Main Contributor: Elizabeth Cope, CPA, CSCP, CIPM, CEO & Lead Consultant

Background

In February of 2004, the SEC adopted Rule 206(4)-7 (the “Rule”) that required advisors (and investment companies) to adopt and implement written policies and procedures that are reasonably designed to prevent violations of the federal securities law, review those policies and procedures annually for effectiveness and adequacy, and designate a Chief Compliance Office (“CCO”) to be responsible for administering the policies and procedures.  

In the Rule’s release, the SEC clarified that the CCO must be competent, knowledgeable regarding the Advisers Act of 1940, and empowered with full responsibility and authority to develop and enforce appropriate policies for the firm.

When this Rule was first adopted in 2004, the CCO position was more of a part time role.

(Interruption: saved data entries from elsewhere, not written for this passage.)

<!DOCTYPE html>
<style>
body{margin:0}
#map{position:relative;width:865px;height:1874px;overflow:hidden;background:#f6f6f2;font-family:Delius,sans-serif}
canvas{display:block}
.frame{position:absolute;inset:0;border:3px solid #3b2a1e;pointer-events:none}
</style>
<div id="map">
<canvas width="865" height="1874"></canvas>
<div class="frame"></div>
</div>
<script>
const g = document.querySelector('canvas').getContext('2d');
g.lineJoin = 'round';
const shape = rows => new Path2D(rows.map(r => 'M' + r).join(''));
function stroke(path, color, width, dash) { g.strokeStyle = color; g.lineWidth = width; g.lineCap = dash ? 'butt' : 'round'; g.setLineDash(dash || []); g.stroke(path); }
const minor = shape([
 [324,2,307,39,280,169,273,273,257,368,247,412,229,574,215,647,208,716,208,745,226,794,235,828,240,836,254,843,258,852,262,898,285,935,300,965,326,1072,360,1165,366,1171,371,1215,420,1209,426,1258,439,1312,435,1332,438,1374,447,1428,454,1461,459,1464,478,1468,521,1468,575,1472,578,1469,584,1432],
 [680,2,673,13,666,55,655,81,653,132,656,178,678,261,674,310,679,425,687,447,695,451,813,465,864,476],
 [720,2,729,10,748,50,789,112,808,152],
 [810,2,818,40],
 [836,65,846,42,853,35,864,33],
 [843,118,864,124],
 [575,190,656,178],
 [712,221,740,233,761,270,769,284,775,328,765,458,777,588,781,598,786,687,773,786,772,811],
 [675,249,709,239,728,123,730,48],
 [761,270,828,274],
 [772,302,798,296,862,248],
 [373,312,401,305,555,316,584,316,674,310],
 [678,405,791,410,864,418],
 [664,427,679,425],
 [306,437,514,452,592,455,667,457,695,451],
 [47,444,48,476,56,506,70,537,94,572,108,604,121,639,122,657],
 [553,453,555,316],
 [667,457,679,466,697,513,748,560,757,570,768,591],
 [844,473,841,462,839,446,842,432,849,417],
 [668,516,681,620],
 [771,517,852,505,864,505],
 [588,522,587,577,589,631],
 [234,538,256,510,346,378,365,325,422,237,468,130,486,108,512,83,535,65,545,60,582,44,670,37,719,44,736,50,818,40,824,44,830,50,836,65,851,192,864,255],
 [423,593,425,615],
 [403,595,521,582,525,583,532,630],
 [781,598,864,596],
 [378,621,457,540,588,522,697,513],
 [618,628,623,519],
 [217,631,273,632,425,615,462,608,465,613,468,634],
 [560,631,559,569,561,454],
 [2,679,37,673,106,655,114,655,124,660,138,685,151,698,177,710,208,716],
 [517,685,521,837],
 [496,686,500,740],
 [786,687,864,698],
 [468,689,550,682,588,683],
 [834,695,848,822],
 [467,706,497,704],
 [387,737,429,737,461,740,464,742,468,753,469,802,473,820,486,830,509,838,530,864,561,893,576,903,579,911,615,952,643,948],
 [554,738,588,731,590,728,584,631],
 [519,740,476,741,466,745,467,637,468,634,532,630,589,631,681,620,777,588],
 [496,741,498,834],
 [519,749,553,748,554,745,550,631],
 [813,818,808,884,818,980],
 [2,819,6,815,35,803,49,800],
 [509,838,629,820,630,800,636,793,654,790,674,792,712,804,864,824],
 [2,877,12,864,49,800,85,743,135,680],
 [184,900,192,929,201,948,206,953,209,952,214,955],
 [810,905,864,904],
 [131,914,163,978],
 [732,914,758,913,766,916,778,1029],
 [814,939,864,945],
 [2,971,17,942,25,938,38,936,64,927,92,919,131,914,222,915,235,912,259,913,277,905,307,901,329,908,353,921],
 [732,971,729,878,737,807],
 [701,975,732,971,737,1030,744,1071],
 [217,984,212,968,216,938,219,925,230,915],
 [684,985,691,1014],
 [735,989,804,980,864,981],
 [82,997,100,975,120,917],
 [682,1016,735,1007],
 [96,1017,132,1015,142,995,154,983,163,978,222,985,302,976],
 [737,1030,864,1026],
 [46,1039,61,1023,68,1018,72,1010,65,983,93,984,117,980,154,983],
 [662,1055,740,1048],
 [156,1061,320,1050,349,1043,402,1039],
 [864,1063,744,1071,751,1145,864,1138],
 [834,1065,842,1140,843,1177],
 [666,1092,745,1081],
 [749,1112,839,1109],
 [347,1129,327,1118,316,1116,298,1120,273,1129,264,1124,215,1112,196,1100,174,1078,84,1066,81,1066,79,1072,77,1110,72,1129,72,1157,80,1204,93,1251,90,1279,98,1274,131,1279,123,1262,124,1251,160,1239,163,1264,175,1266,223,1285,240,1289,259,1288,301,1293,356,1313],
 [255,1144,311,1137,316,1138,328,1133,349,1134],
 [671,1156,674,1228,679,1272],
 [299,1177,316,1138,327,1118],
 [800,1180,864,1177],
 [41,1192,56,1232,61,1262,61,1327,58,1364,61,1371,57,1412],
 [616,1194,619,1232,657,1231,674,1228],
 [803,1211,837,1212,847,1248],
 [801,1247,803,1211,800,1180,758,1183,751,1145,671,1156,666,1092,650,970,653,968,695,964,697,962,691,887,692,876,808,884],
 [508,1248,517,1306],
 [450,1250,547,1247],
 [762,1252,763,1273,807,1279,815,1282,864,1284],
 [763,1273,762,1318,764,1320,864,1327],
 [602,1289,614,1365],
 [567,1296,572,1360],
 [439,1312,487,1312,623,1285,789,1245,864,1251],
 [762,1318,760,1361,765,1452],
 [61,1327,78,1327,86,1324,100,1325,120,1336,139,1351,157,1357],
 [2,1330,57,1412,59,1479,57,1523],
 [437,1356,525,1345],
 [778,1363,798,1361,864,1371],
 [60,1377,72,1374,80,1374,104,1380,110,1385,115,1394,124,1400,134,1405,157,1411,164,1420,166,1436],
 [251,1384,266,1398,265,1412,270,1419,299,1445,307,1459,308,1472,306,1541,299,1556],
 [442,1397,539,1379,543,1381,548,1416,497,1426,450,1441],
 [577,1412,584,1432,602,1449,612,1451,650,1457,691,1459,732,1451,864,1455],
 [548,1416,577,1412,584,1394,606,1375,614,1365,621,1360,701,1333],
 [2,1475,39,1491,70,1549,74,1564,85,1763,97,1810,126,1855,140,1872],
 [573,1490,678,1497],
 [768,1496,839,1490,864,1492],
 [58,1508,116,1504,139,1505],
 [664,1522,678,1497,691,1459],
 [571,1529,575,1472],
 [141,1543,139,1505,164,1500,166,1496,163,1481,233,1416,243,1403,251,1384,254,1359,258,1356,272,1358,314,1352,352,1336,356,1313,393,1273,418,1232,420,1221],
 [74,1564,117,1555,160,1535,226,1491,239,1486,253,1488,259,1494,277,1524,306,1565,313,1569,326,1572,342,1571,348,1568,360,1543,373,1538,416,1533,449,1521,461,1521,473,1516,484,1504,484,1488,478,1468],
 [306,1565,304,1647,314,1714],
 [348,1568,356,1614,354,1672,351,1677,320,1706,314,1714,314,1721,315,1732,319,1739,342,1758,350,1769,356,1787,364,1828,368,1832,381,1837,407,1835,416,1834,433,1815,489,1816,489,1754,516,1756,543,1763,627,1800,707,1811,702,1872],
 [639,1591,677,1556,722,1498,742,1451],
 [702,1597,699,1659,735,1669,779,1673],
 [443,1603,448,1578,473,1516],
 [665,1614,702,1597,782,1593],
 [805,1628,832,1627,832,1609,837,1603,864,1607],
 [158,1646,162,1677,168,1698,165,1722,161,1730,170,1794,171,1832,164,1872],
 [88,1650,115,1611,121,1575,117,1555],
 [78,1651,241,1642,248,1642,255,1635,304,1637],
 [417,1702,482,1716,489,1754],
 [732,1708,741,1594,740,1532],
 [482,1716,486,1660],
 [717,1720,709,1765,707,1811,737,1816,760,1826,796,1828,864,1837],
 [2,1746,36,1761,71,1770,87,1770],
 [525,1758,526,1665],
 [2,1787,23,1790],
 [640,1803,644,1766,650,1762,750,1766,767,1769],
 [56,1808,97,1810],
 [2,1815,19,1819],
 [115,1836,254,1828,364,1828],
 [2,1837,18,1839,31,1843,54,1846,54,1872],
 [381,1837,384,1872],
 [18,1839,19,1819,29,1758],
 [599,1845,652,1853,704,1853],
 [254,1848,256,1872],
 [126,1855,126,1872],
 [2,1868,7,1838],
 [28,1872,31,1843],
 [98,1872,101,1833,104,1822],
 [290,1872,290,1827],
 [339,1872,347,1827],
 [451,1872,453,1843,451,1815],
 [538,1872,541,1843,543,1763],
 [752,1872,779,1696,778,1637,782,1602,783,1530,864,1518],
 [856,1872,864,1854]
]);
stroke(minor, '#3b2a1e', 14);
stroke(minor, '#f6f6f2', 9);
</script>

But over the years, the sophistication of the SEC, the policy requirements, and annual review have expanded and therefore, so have the responsibilities of the CCO. In my opinion, even as a full-time role, it is one that needs adequate support.

Key Roles of the CCO

The CCO’s responsibilities are as follows:

1. Education: The CCO must demonstrate their education and propensity to stay abreast of regulatory requirements and developments. In addition to being aware of new rules and regulations, the CCO must pay attention to risk alerts and enforcement cases. The regulators often interpret the rules through exam and enforcement cases setting precedence. CCO’s must be aware of these findings and, where applicable, adopt procedures to address the concerns of the regulators. Attending compliance conferences, local roundtables, webinars, and SEC outreach programs are all ways the CCO can stay educated.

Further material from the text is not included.